**Directions for this task:** Say how many lines in the records hold "bottom". Nothing but the number should be given.

[Stored data]

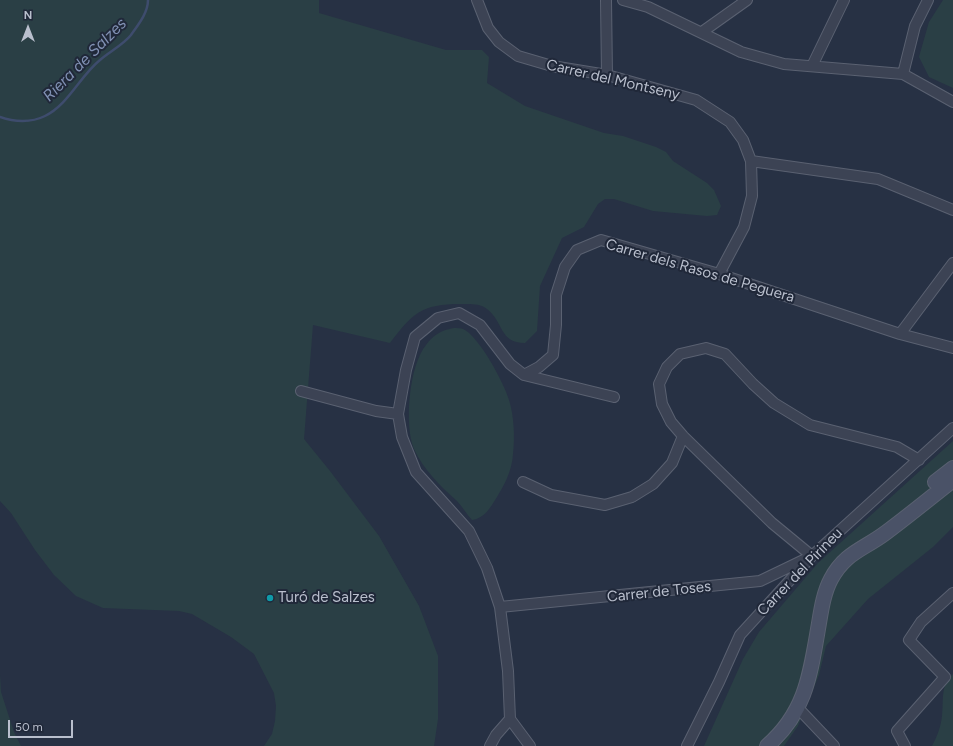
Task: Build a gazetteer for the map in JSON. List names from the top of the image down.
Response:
{
  "streets": {
    "street": [
      "Carrer del Montseny",
      "Carrer dels Rasos de Peguera",
      "Carrer del Pirineu",
      "Carrer de Toses"
    ]
  },
  "crossings": [
    ["Carrer del Montseny", "Carrer dels Rasos de Peguera"],
    ["Carrer del Pirineu", "Carrer de Toses"]
  ],
  "water": ["Riera de Salzes"],
  "places": ["Turó de Salzes"],
  "scale_bar": "50 m",
  "north": "top"
}
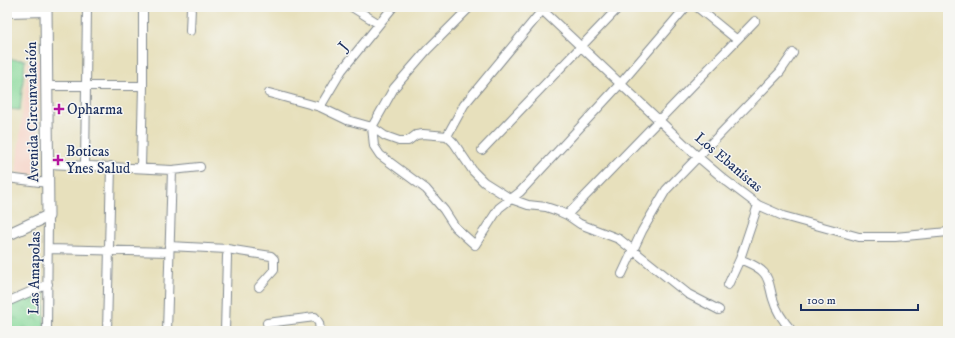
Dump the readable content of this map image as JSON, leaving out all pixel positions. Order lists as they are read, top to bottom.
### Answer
{
  "streets": {
    "street": [
      "J",
      "Avenida Circunvalación",
      "Los Ebanistas",
      "Las Amapolas"
    ]
  },
  "crossings": [
    ["Avenida Circunvalación", "Las Amapolas"]
  ],
  "places": {
    "health": ["Opharma", "Boticas Ynes Salud"]
  },
  "scale_bar": "100 m"
}
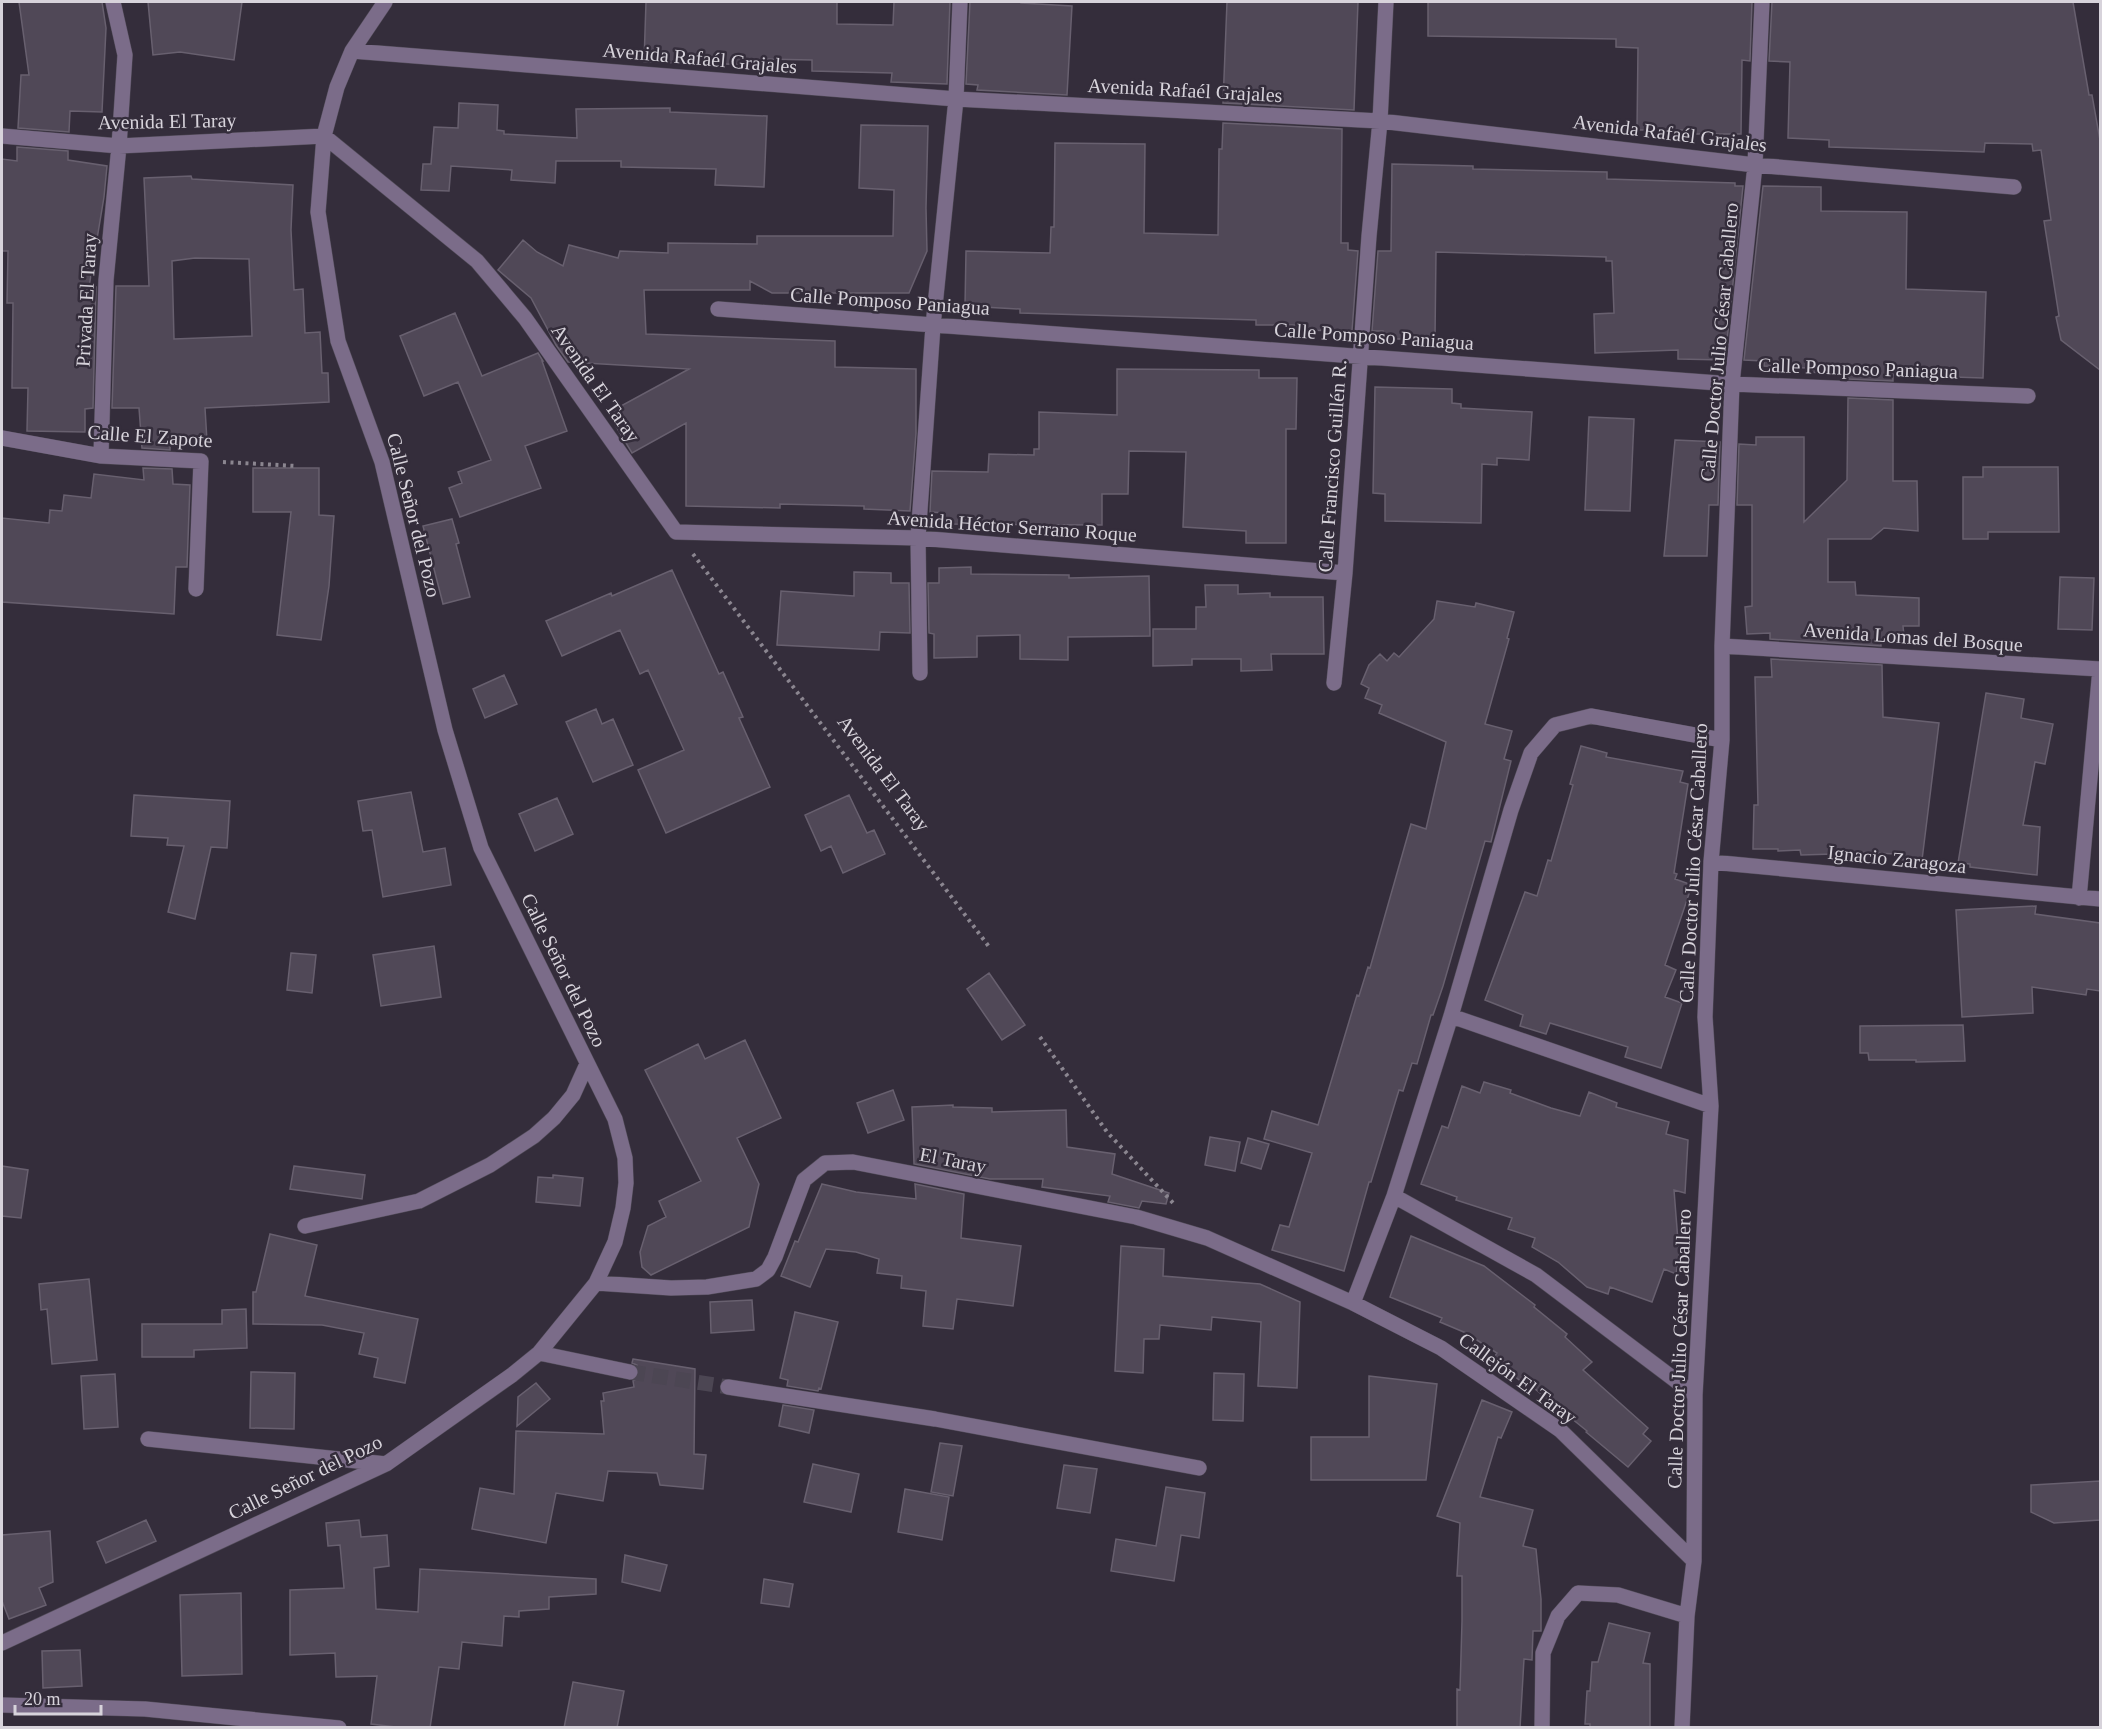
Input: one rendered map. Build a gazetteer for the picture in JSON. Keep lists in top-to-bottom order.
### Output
{
  "streets": {
    "street": [
      "Avenida Rafaél Grajales",
      "Avenida El Taray",
      "Privada El Taray",
      "Calle Pomposo Paniagua",
      "Calle Doctor Julio César Caballero",
      "Calle El Zapote",
      "Calle Francisco Guillén R.",
      "Calle Señor del Pozo",
      "Avenida Héctor Serrano Roque",
      "Avenida Lomas del Bosque",
      "Ignacio Zaragoza",
      "El Taray",
      "Callejón El Taray"
    ]
  },
  "crossings": [
    ["Avenida Rafaél Grajales", "Calle Doctor Julio César Caballero"],
    ["Avenida Rafaél Grajales", "Calle Francisco Guillén R."],
    ["Avenida Rafaél Grajales", "Calle Señor del Pozo"],
    ["Avenida El Taray", "Privada El Taray"],
    ["Avenida El Taray", "Calle Señor del Pozo"],
    ["Avenida El Taray", "Avenida Héctor Serrano Roque"],
    ["Privada El Taray", "Calle El Zapote"],
    ["Calle Pomposo Paniagua", "Calle Doctor Julio César Caballero"],
    ["Calle Pomposo Paniagua", "Calle Francisco Guillén R."],
    ["Calle Doctor Julio César Caballero", "Avenida Lomas del Bosque"],
    ["Calle Doctor Julio César Caballero", "Ignacio Zaragoza"],
    ["Calle Doctor Julio César Caballero", "Callejón El Taray"],
    ["Calle Francisco Guillén R.", "Avenida Héctor Serrano Roque"],
    ["Calle Señor del Pozo", "El Taray"],
    ["El Taray", "Callejón El Taray"]
  ],
  "scale_bar": "20 m"
}
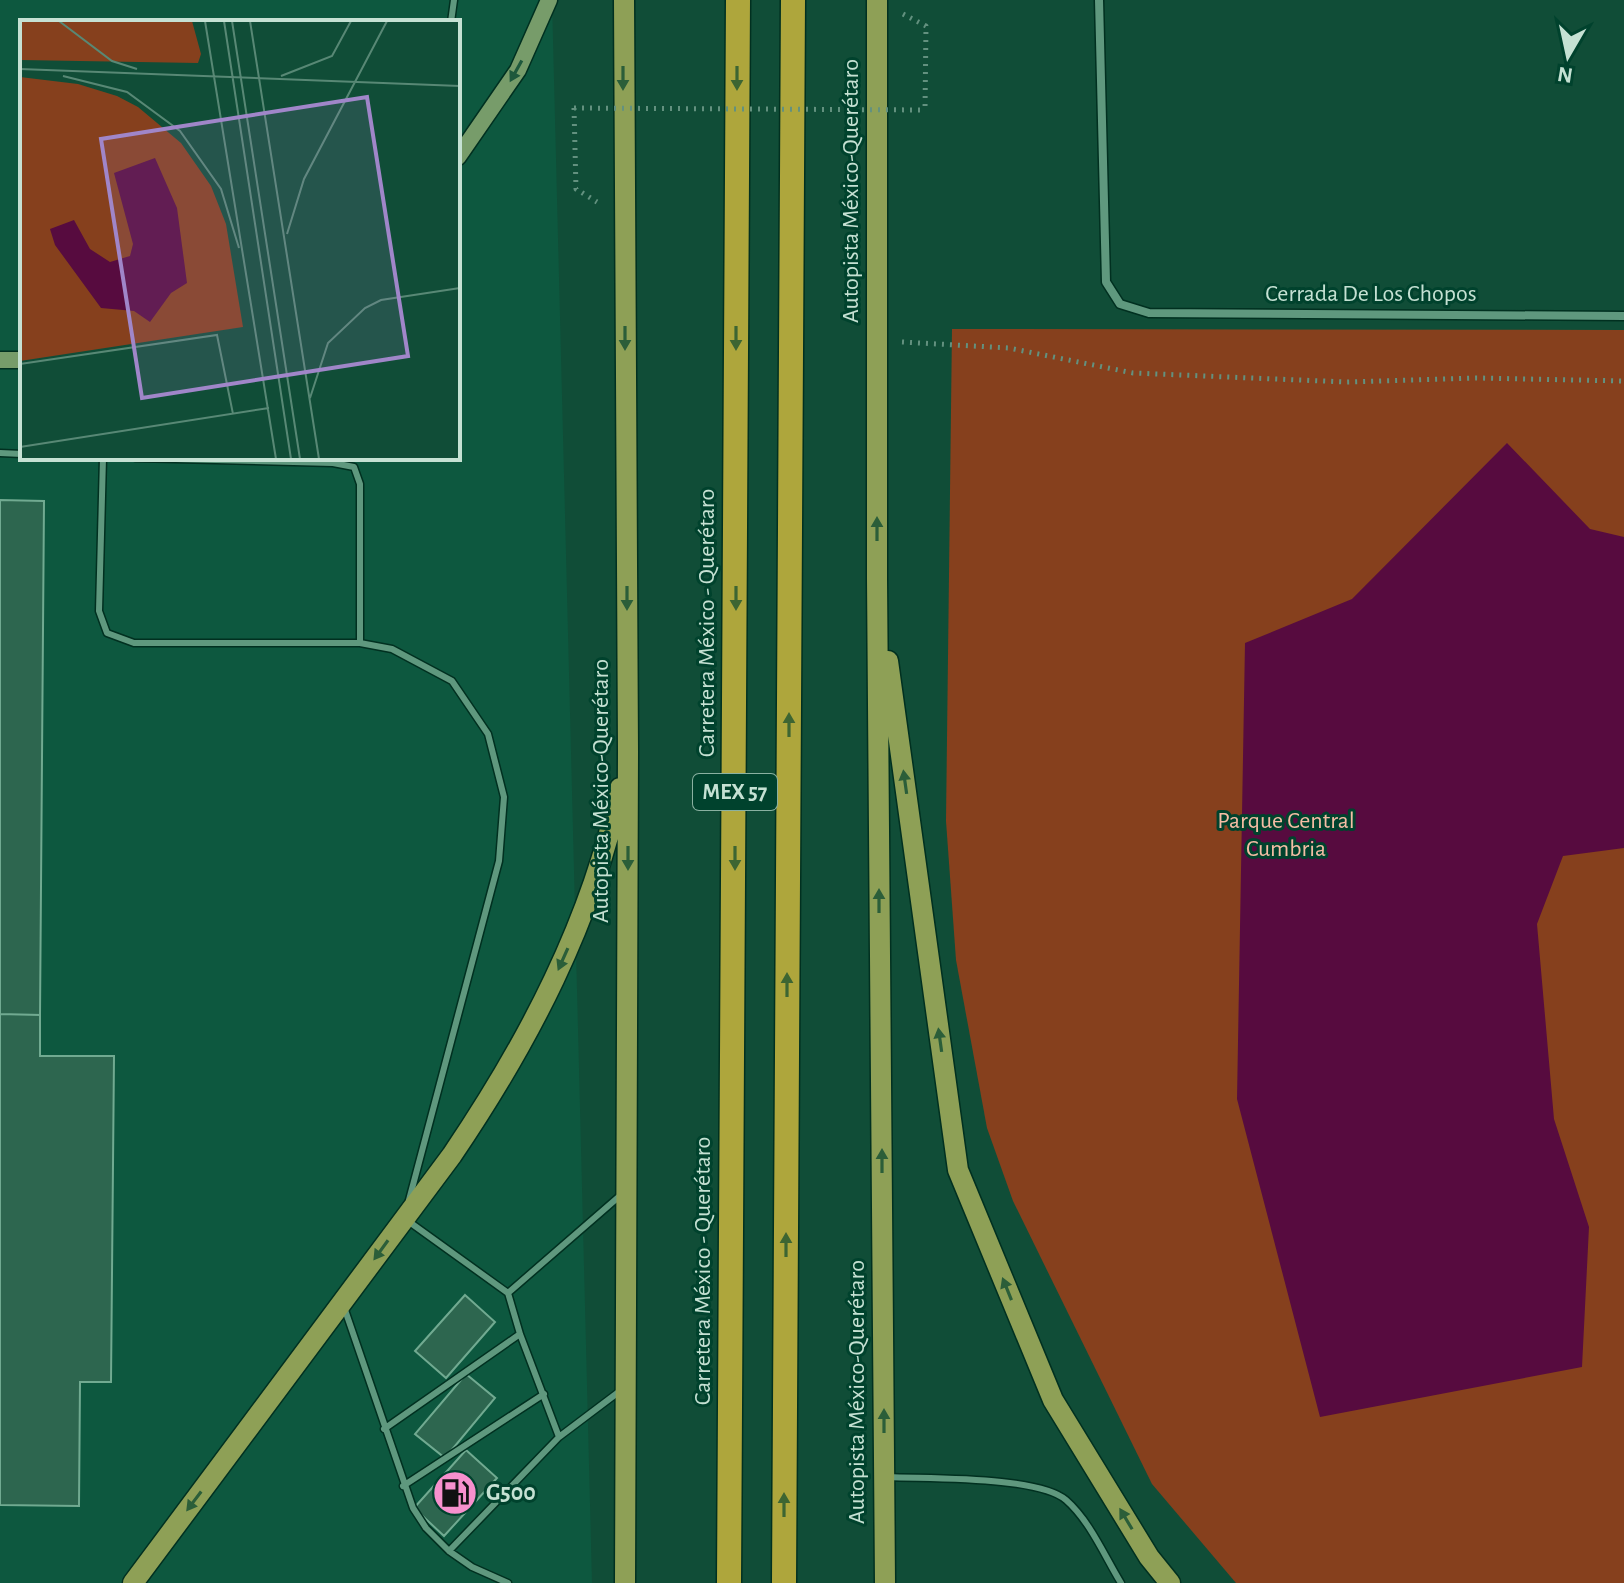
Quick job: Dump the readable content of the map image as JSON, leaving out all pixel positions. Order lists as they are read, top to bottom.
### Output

**Result:** 3